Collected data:
*** Begin section ***
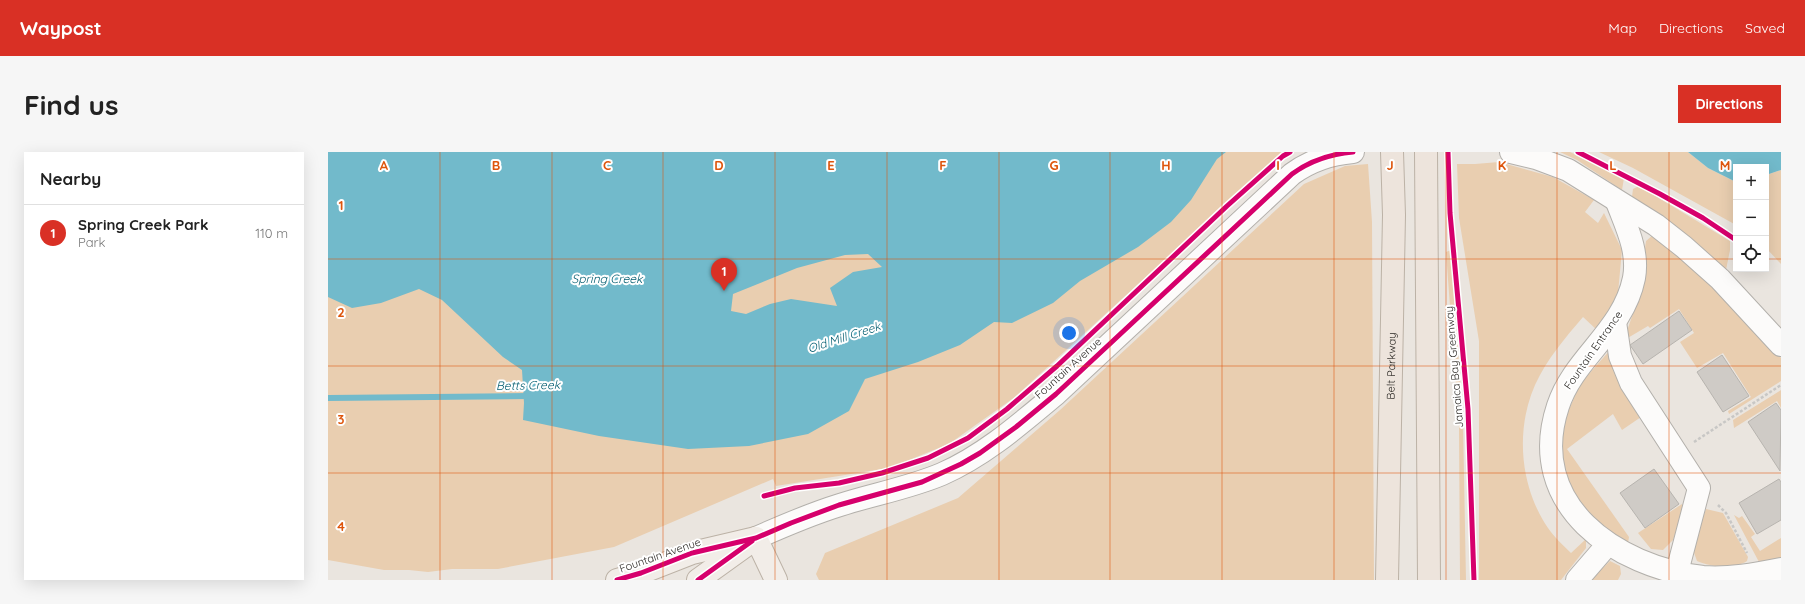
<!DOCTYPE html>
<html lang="en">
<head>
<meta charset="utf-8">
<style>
	body { margin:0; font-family:Quicksand,sans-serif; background:#f6f6f6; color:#222 }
	.controls { position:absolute; right:12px; top:12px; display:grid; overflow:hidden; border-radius:0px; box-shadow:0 4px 16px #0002 }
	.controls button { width:36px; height:36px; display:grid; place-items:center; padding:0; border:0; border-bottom:1px solid #e0e0e0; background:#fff; color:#222; font:20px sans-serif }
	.you { position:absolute; left:741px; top:181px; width:14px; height:14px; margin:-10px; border:3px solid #fff; border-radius:50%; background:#1a73e8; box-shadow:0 0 0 6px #1a73e833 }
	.badge { display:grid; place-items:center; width:26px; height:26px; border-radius:50%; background:#d93025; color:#fff; font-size:13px; font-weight:700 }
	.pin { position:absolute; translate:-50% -33px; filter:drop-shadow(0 1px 2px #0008) }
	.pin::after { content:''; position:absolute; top:21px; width:14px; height:12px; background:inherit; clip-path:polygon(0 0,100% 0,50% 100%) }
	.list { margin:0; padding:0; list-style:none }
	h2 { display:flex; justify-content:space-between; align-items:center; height:52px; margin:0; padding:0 16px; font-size:17px }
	h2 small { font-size:13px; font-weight:400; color:#767676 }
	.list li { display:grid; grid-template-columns:26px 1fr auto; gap:12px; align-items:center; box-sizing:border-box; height:56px; padding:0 16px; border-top:1px solid #e0e0e0 }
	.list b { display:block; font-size:15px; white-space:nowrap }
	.list p { margin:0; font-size:13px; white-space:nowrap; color:#767676 }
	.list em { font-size:13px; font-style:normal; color:#767676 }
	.icon { flex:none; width:22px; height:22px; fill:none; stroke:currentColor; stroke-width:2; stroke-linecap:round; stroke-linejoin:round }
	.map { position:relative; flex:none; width:1453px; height:428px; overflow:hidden; border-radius:0px }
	header { display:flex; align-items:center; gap:24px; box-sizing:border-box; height:56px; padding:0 20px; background:#d93025; color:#fff }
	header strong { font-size:19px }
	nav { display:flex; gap:22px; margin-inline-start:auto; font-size:14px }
	.intro { display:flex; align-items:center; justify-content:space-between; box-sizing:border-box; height:96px; padding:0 24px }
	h1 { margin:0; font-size:28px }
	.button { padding:10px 18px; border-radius:0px; background:#d93025; color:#fff; font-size:14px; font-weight:700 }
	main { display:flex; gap:24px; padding:0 24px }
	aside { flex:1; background:#fff; border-radius:0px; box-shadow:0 4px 16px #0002 }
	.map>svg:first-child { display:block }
</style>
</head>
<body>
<header>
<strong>Waypost</strong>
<nav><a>Map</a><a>Directions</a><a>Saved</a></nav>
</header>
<div class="intro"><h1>Find us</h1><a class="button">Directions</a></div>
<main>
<aside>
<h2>Nearby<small></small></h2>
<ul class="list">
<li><span class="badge">1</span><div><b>Spring Creek Park</b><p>Park</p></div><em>110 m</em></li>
</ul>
</aside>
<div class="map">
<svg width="1453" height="428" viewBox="0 0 1453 428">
	<rect width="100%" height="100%" fill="#eae5df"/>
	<!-- green -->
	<g fill="#e9ceb0">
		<path d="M0,0H957L940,13L687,245L621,292L561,316L448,334L445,327L286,395L170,417H124L100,420L81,418H56L0,408Z"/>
		<path d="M1232,0H1242L1296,26L1294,38L1249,8Z"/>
		<path d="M1271,0H1360L1380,16L1408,30V73L1305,16Z"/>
		<path d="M1171,10L1225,25L1266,48L1257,60L1270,71L1276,61L1294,98L1290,141L1270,179L1255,165C1237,186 1219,207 1207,233C1187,278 1192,335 1220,376C1226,385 1235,393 1243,401L1258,387V396L1233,428H1151V189L1131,66L1129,12H1147Z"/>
		<path d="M1040,12L1044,70L1046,428H491L488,422L497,401L630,346L732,258L976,32L1017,14Z"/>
		<path d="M1453,18V112L1438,96V23Z"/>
		<path d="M1311,34L1402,89V98L1398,118L1304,45L1305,37Z"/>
		<path d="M1325,83L1335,85L1431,177L1453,206V229L1401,262L1400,259L1423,245L1395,201L1369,216L1352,190L1366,181L1351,157L1322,176L1320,174L1298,187L1300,176L1310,147L1318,89Z"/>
		<path d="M1123,98L1135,270L1138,428H1132L1131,276L1118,100Z"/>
		<path d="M1283,197L1313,265L1294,278L1285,262L1239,297L1301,385L1300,391L1278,380L1255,359L1240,332L1231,296L1237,267L1252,232Z"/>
		<path d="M1453,238V256L1449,249L1406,276L1405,268Z"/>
		<path d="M1354,352L1355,359L1345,388L1335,398L1323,397L1310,381Z"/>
		<path d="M1378,357L1395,361L1420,405L1419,409C1405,418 1383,415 1369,409L1364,395Z"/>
		<path d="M1406,363L1411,366L1414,364L1427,382L1423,385L1432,399L1453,386V410H1431Z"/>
		<path d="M1282,409L1292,414L1293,422L1290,428H1262Z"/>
	</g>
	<!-- water -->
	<g fill="#72bacb" fill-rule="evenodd">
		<path d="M0,0H898L889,7L863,48L843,70L810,95L752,129L725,151L684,171L666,170L632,193L590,210L537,227L521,259L480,282L421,294L360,297L271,284L195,268L196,251L194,218L175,205L114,148L91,137L53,151L24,156L0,145ZM540,102L554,115L525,120L502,136L509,154L463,147L442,152L418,162L403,159L405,142L469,116L517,103Z"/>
		<path d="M1360,0H1453V18L1438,23V15H1408V30L1380,16Z"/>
	</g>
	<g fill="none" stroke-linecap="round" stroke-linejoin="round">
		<!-- stream -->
		<path stroke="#72bacb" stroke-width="6" d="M0,246L202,244"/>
	</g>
	<!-- building -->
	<g fill="#cfcbc6" stroke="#b7b4af">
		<path d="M1351,159L1364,178L1315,212L1302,193Z"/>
		<path d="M1394,203L1421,244L1395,260L1369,220Z"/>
		<path d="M1448,251L1453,258L1452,319L1420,270Z"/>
		<path d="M1326,317L1351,352L1317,376L1292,341Z"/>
		<path d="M1451,327L1453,330V368L1429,382L1411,351Z"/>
	</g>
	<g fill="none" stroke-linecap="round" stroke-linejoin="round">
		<!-- minor casing -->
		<g stroke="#b3b0ab" stroke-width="24">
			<g id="minor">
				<path d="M1183,0L1208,6L1240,18L1328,73L1356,95L1392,127L1453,193"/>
				<path d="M1289,50C1298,74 1311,99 1306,126C1295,180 1246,205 1230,254C1197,353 1288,415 1375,425C1401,427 1428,422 1453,417"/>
				<path d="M1287,170L1292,204L1303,231L1371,336L1349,420"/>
				<path d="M428,386C455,374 483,362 512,353C546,342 581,336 614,322C657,303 692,272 728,242L964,22C983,8 1002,2 1025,0"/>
				<path d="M1249,428L1280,392"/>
			</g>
		</g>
		<!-- major casing -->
		<g stroke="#bcb2a6" stroke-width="24">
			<g id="major">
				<path d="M428,386L448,428"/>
				<path d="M289,428L313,421L364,401L428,386"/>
				<path d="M370,428L420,392"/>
			</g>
		</g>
		<!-- highway casing -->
		<g stroke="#bcb2a6" stroke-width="24">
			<g id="highway">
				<path d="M1098,0L1101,428"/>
				<path id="s1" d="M1059,428L1066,63L1064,0"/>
			</g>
		</g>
		<!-- path -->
		<g stroke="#c8c7c5" stroke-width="2.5" stroke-dasharray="3 2" stroke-linecap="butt">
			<path d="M1366,290L1453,233"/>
			<path d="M1390,353L1398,361L1419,401"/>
		</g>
		<!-- minor -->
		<use href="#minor" stroke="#fcfbfa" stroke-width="22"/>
		<!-- major -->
		<use href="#major" stroke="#f2ede8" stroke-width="22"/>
		<!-- highway -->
		<use href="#highway" stroke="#ede4dc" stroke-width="22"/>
		<!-- cycleway casing -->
		<g stroke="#fff" stroke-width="8">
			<g id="cycleway">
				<path d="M1120,0L1122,61L1140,257L1146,428"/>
				<path d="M1250,0L1332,42L1375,66L1408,88"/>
				<path d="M436,344L467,336L511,331L554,321L600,306L640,286L679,257L729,214L899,54L955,4L962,0"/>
				<path d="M289,428L313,421L364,401L428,386L463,371L511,353L594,330L633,312L652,301L688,275L728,242L964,22C983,8 1002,2 1025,0"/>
				<path d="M370,428L424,389"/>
			</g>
		</g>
		<!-- cycleway -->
		<use href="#cycleway" stroke="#d6006c" stroke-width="5"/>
	</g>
	<!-- grid -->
	<path fill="none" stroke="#de560d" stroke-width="1" stroke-opacity="0.55" d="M112,0V428M224,0V428M335,0V428M447,0V428M559,0V428M671,0V428M782,0V428M894,0V428M1006,0V428M1118,0V428M1229,0V428M1341,0V428M0,107H1408M1438,107H1453M0,214H1453M0,321H1453"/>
	<g text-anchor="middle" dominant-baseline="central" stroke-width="4" stroke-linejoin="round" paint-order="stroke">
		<!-- street labels -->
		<g font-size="11" fill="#2a2723" stroke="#fff">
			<text transform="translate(1265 198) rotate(-55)">Fountain Entrance</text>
			<text stroke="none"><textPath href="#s1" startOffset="214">Belt Parkway</textPath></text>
			<text transform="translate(1126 215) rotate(-95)">Jamaica Bay Greenway</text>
			<text transform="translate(740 216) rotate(-42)">Fountain Avenue</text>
			<text transform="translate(332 403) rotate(-19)">Fountain Avenue</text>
		</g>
		<!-- water labels -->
		<g font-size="12" font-style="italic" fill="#005c6f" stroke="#fff">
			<text x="279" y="126">Spring Creek</text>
			<text transform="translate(516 185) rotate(-18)">Old Mill Creek</text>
			<text transform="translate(200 233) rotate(-1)">Betts Creek</text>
		</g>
	</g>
	<g font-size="13" text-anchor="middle" font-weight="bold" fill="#de560d" stroke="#fff" stroke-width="4" stroke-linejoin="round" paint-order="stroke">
		<text x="56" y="18">A</text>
		<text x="168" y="18">B</text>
		<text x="279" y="18">C</text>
		<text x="391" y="18">D</text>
		<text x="503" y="18">E</text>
		<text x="615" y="18">F</text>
		<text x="726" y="18">G</text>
		<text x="838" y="18">H</text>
		<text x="950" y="18">I</text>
		<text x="1062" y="18">J</text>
		<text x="1174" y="18">K</text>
		<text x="1285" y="18">L</text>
		<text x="1397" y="18">M</text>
		<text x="13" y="58">1</text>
		<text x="13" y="165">2</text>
		<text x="13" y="272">3</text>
		<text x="13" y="379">4</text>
	</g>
</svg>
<div class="controls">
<button>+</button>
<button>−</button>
<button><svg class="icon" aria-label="locate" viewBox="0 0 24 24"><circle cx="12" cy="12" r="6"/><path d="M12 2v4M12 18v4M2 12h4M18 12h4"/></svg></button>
</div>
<div class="you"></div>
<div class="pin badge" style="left:396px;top:139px">1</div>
</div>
</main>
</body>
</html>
*** End section ***
● **About this task**: In the records above, find every line with the word "nowrap" and copy it.

● **The answer**:
	.list b { display:block; font-size:15px; white-space:nowrap }
	.list p { margin:0; font-size:13px; white-space:nowrap; color:#767676 }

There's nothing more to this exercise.